[Task goal]
Filter the entries down to the lines holding "summary", then copy those lines.

Saved data entries:
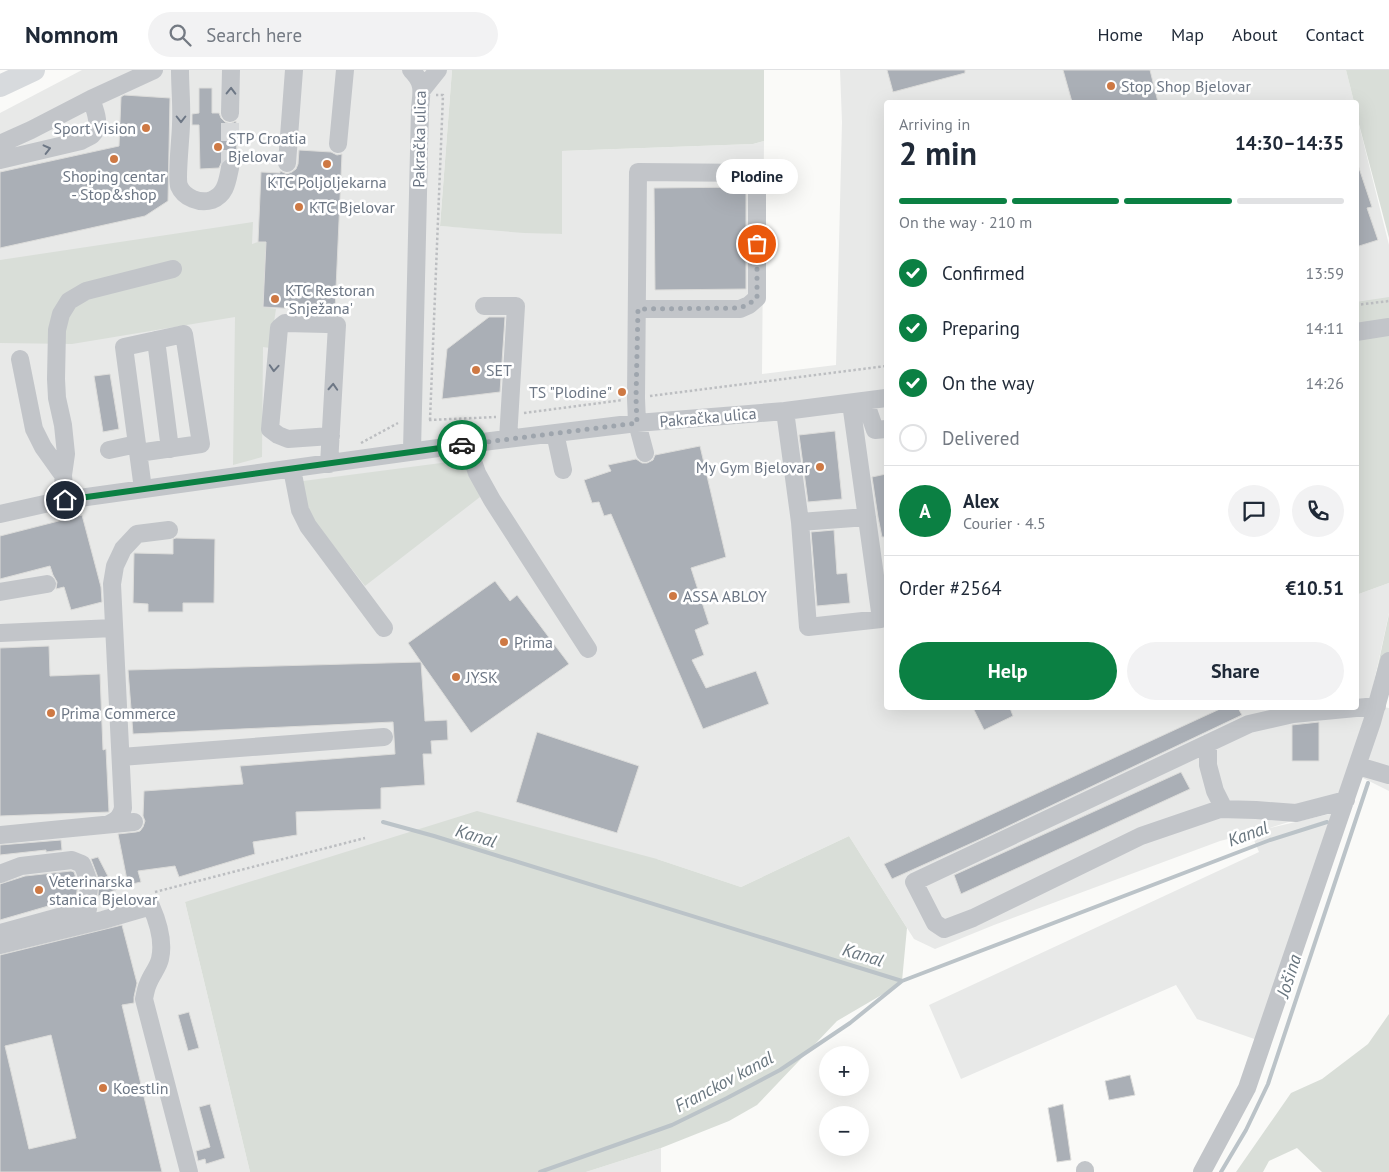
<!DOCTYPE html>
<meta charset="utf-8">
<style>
:root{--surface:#fff;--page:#f2f2f3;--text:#1f2937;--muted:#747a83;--line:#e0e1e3;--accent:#0b8043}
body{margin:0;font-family:"PT Sans",sans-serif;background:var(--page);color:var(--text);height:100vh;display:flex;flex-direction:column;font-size:19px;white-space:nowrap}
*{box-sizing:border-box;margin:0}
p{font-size:16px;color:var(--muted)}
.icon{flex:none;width:28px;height:28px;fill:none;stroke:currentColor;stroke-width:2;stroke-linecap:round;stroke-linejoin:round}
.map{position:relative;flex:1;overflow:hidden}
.drawer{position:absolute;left:884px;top:30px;width:475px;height:610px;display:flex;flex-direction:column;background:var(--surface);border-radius:5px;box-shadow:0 5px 20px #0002}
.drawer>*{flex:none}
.tools{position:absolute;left:819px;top:976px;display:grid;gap:10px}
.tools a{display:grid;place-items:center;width:50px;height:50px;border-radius:50%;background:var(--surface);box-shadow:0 5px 20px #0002;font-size:25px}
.pin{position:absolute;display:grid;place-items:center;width:42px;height:42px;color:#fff;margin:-21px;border:2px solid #fff;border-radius:50%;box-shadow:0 1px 5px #0007}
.courier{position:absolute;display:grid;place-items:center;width:50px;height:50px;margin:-25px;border:4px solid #0b8043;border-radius:50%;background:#fff;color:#222;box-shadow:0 1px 6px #0007}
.bubble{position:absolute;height:35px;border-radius:18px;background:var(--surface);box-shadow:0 5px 20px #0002;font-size:16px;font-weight:800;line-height:35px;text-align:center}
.summary em{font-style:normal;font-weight:800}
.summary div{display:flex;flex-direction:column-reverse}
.summary{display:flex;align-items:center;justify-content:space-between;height:85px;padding:0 15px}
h1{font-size:32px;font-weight:800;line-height:38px}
.bar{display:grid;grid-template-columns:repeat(4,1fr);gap:8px 5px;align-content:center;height:60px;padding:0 15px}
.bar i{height:6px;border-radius:4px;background:var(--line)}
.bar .active{background:var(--accent)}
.bar p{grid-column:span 4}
.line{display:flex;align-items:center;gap:12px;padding:0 15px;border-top:1px solid var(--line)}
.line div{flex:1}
.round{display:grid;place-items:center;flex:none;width:52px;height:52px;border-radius:26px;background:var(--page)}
ol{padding:0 15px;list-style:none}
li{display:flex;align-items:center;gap:15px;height:55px}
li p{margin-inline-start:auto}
li .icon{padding:5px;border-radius:50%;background:var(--accent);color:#fff;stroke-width:4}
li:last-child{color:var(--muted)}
li i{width:28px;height:28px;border:2px solid var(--line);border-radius:50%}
.action{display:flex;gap:10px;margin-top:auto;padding:10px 15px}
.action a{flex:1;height:58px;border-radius:30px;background:var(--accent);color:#fff;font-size:20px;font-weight:800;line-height:58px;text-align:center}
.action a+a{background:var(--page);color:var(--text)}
header{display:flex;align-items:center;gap:30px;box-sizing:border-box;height:70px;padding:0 25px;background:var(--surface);border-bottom:1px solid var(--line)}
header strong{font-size:24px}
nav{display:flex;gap:28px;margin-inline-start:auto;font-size:18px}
.search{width:350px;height:45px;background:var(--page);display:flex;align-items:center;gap:12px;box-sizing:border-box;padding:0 18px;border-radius:28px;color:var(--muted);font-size:19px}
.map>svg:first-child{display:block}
.built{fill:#e8e9e8}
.green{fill:#d9ded8}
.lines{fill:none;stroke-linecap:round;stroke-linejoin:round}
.stream{stroke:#bbc3c8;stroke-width:4}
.building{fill:#aaafb6;stroke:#dcdcda;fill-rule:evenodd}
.minor-tunnel{stroke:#d7d9db;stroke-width:18;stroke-dasharray:18 9;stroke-linecap:butt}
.path{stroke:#bcbec1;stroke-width:2.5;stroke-dasharray:2.5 2.5;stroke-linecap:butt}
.minor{stroke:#c2c5c9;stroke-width:18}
.major{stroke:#d7dadd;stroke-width:22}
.oneway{stroke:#6d7785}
.done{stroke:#9ea5ad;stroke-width:5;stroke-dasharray:0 9}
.route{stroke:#0b8043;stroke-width:6}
.poi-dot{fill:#ce7944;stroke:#fff;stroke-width:2}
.labels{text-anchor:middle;stroke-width:5;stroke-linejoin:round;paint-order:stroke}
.poi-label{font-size:16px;fill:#6d7785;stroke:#fff;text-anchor:start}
.street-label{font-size:16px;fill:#6d7785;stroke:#fff}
.water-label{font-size:18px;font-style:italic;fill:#69767f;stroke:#fff}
</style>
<header>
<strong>Nomnom</strong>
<div class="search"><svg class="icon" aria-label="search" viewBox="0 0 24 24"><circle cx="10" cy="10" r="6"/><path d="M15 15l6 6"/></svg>Search here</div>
<nav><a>Home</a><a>Map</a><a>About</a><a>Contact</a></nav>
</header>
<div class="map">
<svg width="1389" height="1102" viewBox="0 0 1389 1102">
<rect width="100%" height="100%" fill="#fafaf8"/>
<!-- built -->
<path class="built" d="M82,0H452L440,156L562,164V81L753,74L764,71L762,304L836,295L842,52L840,0H1346L1354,32H886V638H1356V525L1389,513V543L1366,649L1337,737L1266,759L1342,741L1377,636L1389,638V721L1359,706L1263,972L1197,949L1176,915L961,1009L929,935L1259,782L1251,763L1220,771L994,855L935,879L914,869L849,766L741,817L657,789L185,832L250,1102H0V43Z
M1356,43L1389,175V231L1356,236Z
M661,1078V1102H586Z"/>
<!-- green -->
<path class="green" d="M452,0H764V71L753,74L562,81V164L524,163L440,156Z
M1346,0H1389V168L1356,43V32H1354Z
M253,152L252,174L258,172H266L263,237L276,239L270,278L263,277L262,387L233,395L235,247L72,274L0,273V190Z
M1389,227V513L1356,525V232Z
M464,390L480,427L365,516L307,442L303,411Z
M1389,544V591L1369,637Z
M477,741L657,789L741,817L849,766L907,858L902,911L890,920L837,951L757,1035L729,1051L661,1078L586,1102H250L185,832Z
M1389,944V1102H1322L1297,1078L1269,1091L1263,1102H1236L1291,1023L1322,1009L1368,974Z"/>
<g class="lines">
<!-- stream -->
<path class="stream" d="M383,752L434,766L902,911L1270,770L1327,752
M540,1102L672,1055L727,1028L780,1000L850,953L902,911
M1221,1102L1246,1060L1268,1014L1368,713"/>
</g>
<!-- building -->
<path class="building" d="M887,0H965V3L893,22Z
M1063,0H1150L1158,32H1072Z
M199,18H212V43H219L221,48L225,52L230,54L236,51L237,90L232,88H226L222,91L219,98L200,99L199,55H192V44L199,43Z
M124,25L170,28L168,131L145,146L0,178V102L119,76L121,27Z
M299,80L331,82L337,85L342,84L335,241L263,237L266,172H258L261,102L280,103V101L287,104L292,102L296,99L298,94Z
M1356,95H1358L1372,137L1367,138L1378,170L1356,177Z
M746,117V219L655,220L654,118Z
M489,247H505L500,322L442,329L447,279Z
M110,304L119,359L103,362L94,306Z
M835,361L842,429L808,432L799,365Z
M700,376L726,487L691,498L709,554L695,560L704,585L692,590L706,618L756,601L769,634L703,659L611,444L604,446L599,432L592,433L584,410L611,401L608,395L636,389L642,393H647L653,390L655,385Z
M886,404V467H882L878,447L872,407Z
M82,445L101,517L102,532L71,540L64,517L56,519L57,512L53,505L50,496L0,509V466Z
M834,460L837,504L847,503L850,533L817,536L811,462Z
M176,468L215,469L214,533H183V542H148V534L133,533L134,483L173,484V469Z
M495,511L510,531L517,525L569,594L471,663L421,592L425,651L447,650L448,670L431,671L432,684H423L425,715L381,718V739L296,742L297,765L253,772L255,784L179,807L175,796L138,801L141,812L128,815L118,764L136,762L140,761L143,757L145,751L143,746L144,721L243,714L240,696L395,684L393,652L133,664L128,600L421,592L408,573Z
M49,576L50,606L100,604L103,680L106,679L109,742L0,746V578Z
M973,638H1010L1013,646L984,660Z
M1222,638H1238L1242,645L983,768L892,809L884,794Z
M1319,652V691H1292V655Z
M537,662L639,696L617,763L516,732Z
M1181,702L1190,719L961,824L954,805Z
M61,770L62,780L46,782V780L0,785V775Z
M98,787L111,812L113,811L116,820L98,826L99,810L91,789Z
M71,801L74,802L78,814L76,828L0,850V814L25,806Z
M122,855L137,913L134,927V933L122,935L162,1102H0V885ZM51,965L76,1068L29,1079L5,976Z
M189,942L199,978L188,981L178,945Z
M1130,1005L1135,1025L1109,1030L1105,1011Z
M210,1034L225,1088L206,1094L205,1089L198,1091L196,1081L210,1077L199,1037Z
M1063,1034L1071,1090L1057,1092L1048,1038Z"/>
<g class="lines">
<!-- minor-tunnel -->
<path class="minor-tunnel" d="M230,98V43"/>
<!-- path -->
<path class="path" d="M1356,235L1389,231
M650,326L886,296
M524,343L623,330
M429,350L496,347
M430,350L443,25H436
M361,373L398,353
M155,822L365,768"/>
<!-- minor -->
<path class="minor" d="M180,0C180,18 182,36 181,54C181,66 176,108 179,116C184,128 200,134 212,130C226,124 227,112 230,98
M411,0C424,13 422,20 420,38L412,381
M422,20L438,0
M230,43L231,0
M0,74L31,60L91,29L154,0
M338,74L345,0
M0,90L81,71C84,69 90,67 92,65C102,55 95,40 91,29
M287,93L294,0
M484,236H516L508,369
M638,239H740L749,235L757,228V103L638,102L636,328L637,353L645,383
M1356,262L1389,257
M156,270L170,379
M20,289L34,359L43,377L63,405L65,430
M865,331L875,360L886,359
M785,341L800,452L808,557L881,549L851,333
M555,363L563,400
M467,374L477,403L492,430L588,579
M109,380L137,374
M138,383L201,374L184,264L124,277L143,419
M329,394L337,255L327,254L285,253L279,258L270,359L278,365L288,369L331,366
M292,399L300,440L308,456L384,558
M63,405L66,384L63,355L57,328L56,309L57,260L61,244L69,231L86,221L173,199
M0,444L58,431L467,374L637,353L785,341L886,328
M800,452L867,447
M0,522L47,514
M0,563L114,558
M1208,673V695L1215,721L1224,739
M121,687L384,667
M1358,696L1389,705
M1346,730L1296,743L1256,740L1220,739L1141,766L973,848L944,859L935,853L914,812L1249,654L1293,644L1377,636
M109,754C117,750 121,747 123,738L112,514L115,496L123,479L137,464L169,460
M0,765L134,752
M0,804L21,796L72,790L82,794C92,816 91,818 82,841
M0,863L88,839
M0,875L103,850L151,836C158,852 164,872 160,889C158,898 151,905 148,914C146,918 145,924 144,929L189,1102
M1085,1100V1102
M1202,1102L1247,1018L1372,652L1389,591"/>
<!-- major -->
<path class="major" d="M0,16L34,0"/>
</g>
<!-- one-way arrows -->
<defs><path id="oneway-chevron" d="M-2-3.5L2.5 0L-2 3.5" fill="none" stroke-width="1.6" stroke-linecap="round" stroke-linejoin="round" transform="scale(1.25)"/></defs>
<g class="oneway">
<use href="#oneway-chevron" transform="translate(231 21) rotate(-89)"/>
<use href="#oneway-chevron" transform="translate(181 49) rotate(90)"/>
<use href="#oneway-chevron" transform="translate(47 79) rotate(-14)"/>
<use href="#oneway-chevron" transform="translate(274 298) rotate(94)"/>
<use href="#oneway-chevron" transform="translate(333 317) rotate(-87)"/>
</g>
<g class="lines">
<!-- done -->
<path class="done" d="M462,375L637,353L636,328L638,239L740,238L749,234L757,228V174"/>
<!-- route -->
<path class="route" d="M65,430L462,375"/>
</g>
<!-- markers -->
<g class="poi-dot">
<circle cx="1111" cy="16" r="5"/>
<circle cx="146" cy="58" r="5"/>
<circle cx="218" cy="77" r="5"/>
<circle cx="114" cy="89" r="5"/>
<circle cx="327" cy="94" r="5"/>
<circle cx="299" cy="137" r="5"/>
<circle cx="275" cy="229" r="5"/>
<circle cx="476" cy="300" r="5"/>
<circle cx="622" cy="322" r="5"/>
<circle cx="820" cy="397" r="5"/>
<circle cx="673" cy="526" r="5"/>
<circle cx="504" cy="572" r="5"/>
<circle cx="456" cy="607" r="5"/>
<circle cx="51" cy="643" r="5"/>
<circle cx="39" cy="820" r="5"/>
<circle cx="103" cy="1018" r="5"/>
</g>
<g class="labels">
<!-- poi labels -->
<g class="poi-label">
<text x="1121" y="22">Stop Shop Bjelovar</text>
<text x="136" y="64" text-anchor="end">Sport Vision</text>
<text x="228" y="74">STP Croatia<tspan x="228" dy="18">Bjelovar</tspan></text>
<text x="114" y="112" text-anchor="middle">Shoping centar<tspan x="114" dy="18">- Stop&amp;shop</tspan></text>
<text x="327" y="118" text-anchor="middle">KTC Poljoljekarna</text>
<text x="309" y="143">KTC Bjelovar</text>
<text x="285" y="226">KTC Restoran<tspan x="285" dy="18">'Snježana'</tspan></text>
<text x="486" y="306">SET</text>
<text x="612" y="328" text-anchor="end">TS "Plodine"</text>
<text x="810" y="403" text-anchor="end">My Gym Bjelovar</text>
<text x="683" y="532">ASSA ABLOY</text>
<text x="514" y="578">Prima</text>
<text x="466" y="613">JYSK</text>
<text x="61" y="649">Prima Commerce</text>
<text x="49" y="817">Veterinarska<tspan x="49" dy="18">stanica Bjelovar</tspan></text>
<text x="113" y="1024">Koestlin</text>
</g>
<!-- street labels -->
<g class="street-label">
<text transform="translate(419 69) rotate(-89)" y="6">Pakračka ulica</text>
<text transform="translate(708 347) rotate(-5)" y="6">Pakračka ulica</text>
</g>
<!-- water labels -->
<g class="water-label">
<text transform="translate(1248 764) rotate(-20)" y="6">Kanal</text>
<text transform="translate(476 766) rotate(17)" y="6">Kanal</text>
<text transform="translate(863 885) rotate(17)" y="6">Kanal</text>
<text transform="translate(1289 906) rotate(-72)" y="6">Jošina</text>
<text transform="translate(724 1012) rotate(-28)" y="6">Franckov kanal</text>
</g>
</g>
</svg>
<div class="tools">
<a>+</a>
<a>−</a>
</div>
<div class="pin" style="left:757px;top:174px;background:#ea580c"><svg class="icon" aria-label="bag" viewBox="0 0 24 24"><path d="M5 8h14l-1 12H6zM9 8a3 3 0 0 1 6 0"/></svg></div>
<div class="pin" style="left:65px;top:430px;background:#1f2937"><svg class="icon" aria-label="home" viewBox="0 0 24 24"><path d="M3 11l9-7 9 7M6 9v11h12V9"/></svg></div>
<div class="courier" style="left:462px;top:375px"><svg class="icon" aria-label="car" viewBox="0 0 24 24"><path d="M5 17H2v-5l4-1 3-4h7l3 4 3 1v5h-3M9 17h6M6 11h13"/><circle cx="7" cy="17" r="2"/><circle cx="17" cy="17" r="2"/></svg></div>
<div class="bubble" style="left:716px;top:89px;width:82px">Plodine</div>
<section class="drawer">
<div class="summary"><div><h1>2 min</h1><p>Arriving in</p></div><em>14:30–14:35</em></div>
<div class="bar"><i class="active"></i><i class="active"></i><i class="active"></i><i></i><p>On the way · 210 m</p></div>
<ol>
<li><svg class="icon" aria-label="check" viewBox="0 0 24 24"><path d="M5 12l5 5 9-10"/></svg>Confirmed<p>13:59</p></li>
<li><svg class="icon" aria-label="check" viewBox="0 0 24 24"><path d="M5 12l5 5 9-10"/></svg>Preparing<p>14:11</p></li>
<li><svg class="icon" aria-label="check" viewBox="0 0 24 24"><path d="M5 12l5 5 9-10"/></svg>On the way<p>14:26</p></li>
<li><i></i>Delivered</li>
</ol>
<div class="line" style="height:90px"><b class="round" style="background:var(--accent);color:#fff">A</b><div><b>Alex</b><p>Courier · 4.5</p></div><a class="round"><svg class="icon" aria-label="chat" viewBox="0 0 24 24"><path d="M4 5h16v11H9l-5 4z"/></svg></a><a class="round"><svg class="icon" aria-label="phone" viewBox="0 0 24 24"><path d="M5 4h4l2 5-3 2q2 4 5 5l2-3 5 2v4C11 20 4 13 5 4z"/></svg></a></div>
<div class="line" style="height:65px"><div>Order #2564</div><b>€10.51</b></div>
<div class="action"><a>Help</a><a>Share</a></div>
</section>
</div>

[Answer space]
.summary em{font-style:normal;font-weight:800}
.summary div{display:flex;flex-direction:column-reverse}
.summary{display:flex;align-items:center;justify-content:space-between;height:85px;padding:0 15px}
<div class="summary"><div><h1>2 min</h1><p>Arriving in</p></div><em>14:30–14:35</em></div>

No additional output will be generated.